Während die USA und der Iran versuchen, die zweiwöchige Feuerpause in einen langfristigeren Rahmen zu verwandeln, führt Israel seine "Bufferzone"-Strategie in Gaza, Syrien und Libanon parallel weiter. Dies zeigt, dass Israels Sicherheitsstrategie sich von "Angriffe abwehren" hin zu "langfristiger Vorbeugung" wandelt.
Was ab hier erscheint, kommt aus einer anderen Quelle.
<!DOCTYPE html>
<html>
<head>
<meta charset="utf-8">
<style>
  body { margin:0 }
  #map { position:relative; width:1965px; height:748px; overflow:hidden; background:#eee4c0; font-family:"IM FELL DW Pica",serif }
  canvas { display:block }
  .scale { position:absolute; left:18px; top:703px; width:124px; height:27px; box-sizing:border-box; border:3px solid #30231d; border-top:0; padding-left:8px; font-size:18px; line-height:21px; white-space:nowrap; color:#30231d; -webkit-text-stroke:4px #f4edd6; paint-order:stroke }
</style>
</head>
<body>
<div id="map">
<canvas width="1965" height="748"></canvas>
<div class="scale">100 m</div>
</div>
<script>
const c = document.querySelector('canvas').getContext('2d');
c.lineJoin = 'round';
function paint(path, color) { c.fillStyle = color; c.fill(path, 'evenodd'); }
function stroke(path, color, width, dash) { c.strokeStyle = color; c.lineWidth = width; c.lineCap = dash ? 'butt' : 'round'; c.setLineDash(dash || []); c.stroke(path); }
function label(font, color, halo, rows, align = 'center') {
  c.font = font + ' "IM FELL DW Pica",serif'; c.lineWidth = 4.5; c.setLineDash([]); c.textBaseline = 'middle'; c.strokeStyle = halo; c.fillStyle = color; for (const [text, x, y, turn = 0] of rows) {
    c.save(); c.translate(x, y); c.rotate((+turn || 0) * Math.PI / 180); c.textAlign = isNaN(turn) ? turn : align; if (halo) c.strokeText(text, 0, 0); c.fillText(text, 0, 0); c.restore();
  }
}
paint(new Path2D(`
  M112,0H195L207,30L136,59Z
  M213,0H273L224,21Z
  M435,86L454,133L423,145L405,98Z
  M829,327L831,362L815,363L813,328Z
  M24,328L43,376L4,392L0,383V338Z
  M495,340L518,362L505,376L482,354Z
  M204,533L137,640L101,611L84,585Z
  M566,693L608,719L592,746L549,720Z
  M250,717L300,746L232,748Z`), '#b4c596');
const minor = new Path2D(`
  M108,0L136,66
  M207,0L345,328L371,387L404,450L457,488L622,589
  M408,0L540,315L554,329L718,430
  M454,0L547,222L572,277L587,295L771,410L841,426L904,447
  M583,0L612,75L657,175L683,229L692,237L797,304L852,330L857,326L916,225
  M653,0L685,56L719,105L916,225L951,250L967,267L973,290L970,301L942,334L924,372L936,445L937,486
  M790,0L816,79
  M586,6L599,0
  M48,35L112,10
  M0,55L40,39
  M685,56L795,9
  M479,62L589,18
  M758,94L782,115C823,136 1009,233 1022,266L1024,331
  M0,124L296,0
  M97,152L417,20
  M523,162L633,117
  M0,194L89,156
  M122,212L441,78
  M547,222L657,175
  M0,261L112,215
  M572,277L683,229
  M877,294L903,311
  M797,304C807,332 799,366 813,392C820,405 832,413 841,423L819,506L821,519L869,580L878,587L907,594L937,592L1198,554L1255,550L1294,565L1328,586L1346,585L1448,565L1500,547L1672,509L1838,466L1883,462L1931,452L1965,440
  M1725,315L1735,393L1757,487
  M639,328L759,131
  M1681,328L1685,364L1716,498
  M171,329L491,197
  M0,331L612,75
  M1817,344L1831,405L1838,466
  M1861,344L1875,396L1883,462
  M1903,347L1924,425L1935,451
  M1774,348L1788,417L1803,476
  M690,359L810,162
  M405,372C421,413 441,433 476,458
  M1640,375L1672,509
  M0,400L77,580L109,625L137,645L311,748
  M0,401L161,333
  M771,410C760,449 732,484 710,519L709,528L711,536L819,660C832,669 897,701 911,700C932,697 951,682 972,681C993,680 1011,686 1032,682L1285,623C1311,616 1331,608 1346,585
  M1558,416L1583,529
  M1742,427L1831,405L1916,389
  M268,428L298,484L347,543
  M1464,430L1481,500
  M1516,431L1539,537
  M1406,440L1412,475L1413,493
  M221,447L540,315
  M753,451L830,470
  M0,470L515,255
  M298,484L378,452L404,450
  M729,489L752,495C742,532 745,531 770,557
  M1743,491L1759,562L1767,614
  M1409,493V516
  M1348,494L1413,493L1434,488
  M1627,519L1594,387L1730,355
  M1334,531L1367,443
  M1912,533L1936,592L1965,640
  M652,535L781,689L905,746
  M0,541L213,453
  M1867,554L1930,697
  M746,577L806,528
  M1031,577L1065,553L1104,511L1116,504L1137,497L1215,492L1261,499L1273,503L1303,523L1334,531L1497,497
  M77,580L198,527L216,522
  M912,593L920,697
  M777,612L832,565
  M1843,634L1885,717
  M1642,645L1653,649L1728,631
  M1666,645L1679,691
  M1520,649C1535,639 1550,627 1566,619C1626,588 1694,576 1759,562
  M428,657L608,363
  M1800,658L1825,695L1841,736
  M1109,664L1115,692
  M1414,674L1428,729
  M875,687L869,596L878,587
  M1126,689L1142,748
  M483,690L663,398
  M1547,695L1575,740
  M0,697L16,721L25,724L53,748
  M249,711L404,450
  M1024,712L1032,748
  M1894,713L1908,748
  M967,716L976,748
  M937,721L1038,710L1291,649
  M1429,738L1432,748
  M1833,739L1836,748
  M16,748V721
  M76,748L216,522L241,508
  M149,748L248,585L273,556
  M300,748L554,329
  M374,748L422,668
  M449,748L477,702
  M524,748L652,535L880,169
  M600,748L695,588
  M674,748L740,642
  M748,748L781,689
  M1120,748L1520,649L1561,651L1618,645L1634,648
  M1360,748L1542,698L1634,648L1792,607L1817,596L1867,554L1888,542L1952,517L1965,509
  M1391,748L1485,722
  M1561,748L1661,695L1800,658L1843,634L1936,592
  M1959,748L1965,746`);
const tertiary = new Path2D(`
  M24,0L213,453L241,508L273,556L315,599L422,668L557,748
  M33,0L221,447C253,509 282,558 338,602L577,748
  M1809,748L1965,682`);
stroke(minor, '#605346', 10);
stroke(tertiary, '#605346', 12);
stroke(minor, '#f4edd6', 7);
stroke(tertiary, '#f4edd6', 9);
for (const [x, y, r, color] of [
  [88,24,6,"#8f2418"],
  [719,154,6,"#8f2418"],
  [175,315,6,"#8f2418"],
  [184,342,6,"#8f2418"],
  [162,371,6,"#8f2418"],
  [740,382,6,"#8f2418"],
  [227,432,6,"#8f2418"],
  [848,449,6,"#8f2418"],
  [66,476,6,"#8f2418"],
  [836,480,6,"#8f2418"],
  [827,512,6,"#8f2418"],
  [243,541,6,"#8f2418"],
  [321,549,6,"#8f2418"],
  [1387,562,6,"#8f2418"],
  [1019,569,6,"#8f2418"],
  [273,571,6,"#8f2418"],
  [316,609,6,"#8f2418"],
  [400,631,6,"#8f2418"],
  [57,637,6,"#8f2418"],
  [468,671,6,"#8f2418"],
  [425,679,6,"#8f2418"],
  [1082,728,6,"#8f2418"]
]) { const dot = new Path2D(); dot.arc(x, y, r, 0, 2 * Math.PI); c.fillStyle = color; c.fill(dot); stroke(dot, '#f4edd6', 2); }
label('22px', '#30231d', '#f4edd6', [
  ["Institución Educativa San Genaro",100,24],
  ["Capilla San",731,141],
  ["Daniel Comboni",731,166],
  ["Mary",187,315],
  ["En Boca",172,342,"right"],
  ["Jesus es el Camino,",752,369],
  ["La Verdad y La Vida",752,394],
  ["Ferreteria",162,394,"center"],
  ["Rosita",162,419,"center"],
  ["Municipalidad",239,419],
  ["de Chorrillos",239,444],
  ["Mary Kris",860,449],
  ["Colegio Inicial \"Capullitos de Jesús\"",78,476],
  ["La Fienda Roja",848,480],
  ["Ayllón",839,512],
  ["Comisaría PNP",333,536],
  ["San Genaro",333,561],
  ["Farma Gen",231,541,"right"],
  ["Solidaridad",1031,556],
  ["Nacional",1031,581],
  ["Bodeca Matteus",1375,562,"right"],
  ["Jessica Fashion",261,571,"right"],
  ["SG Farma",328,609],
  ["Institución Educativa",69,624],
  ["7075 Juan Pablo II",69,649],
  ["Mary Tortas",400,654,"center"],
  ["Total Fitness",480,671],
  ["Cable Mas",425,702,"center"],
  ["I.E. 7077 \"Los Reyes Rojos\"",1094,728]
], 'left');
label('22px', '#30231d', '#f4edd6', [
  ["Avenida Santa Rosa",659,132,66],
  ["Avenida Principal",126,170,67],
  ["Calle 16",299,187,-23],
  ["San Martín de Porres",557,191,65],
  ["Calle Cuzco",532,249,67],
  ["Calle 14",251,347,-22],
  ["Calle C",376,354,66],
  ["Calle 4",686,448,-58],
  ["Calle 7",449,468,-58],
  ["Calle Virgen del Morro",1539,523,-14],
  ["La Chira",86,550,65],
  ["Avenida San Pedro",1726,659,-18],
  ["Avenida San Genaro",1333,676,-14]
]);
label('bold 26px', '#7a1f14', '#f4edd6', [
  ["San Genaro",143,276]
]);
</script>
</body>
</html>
Laut Reuters, das sich auf sechs israelische Militär- und Verteidigungsbeamte beruft, resultiert diese Anpassung aus den anhaltenden Auswirkungen der Angriffe vom 7. Oktober 2023 und spiegelt die Einschätzung wider, dass feindliche Kräfte in der Region "nicht vollständig beseitigt" werden können.
Libanon-Pufferzone
In Richtung Libanon hat das israelische Militär nach dem Eingreifen der Hisbollah im März zunächst Bodenaktionen eingeleitet. Ziel ist es, eine Pufferzone bis zum Litani-Fluss zu schaffen, die etwa 8% des libanesischen Staatsgebiets ausmacht. Laut Reuters hat Israel bereits Hunderttausende Menschen aufgefordert, nach Norden zu ziehen, und hat begonnen, Gebäude in einigen schiitischen Dörfern zu räumen, die als mit der Hisbollah verbunden gelten. Ein hochrangiger israelischer Offizier erklärte, das Ziel sei, ein Gebiet von 5 bis 10 Kilometern hinter der Grenze zu räumen, damit die Gemeinden im Norden Israels vor Raketen- und Panzerabwehrwaffen geschützt sind. Der israelische Verteidigungsminister Katz erklärte offen, dass die Grenzdörfer nach dem Modell von Gaza-Rafah und Khan Yunis behandelt werden.
Logik des Dauerkriegs
Hinter dieser Strategie steht das tiefere Misstrauen der israelischen Führung gegenüber der Umsetzbarkeit eines "dauerhaften Friedensabkommens". Laut Reuters erklärt Brown von der Carnegie-Stiftung für internationalen Frieden, dass die Israelis akzeptieren, sich in einem "endlosen Krieg" zu befinden, in dem der Gegner nur abgeschreckt und zerstreut, aber nicht vollständig vernichtet werden kann. Netanyahu erklärte am 31. März offen, dass Israel bereits "Sicherheitsstreifen" außerhalb seiner Grenzen eingerichtet hat, darunter mehr als die Hälfte des Gazastreifens, das Gebiet von Syrien vom Hermon-Berg bis zum Yarmouk-Fluss sowie ein "weites Puffergebiet" im Libanon. Allerdings wurde der Pufferzonenplan noch nicht offiziell dem Kabinett zur Prüfung vorgelegt.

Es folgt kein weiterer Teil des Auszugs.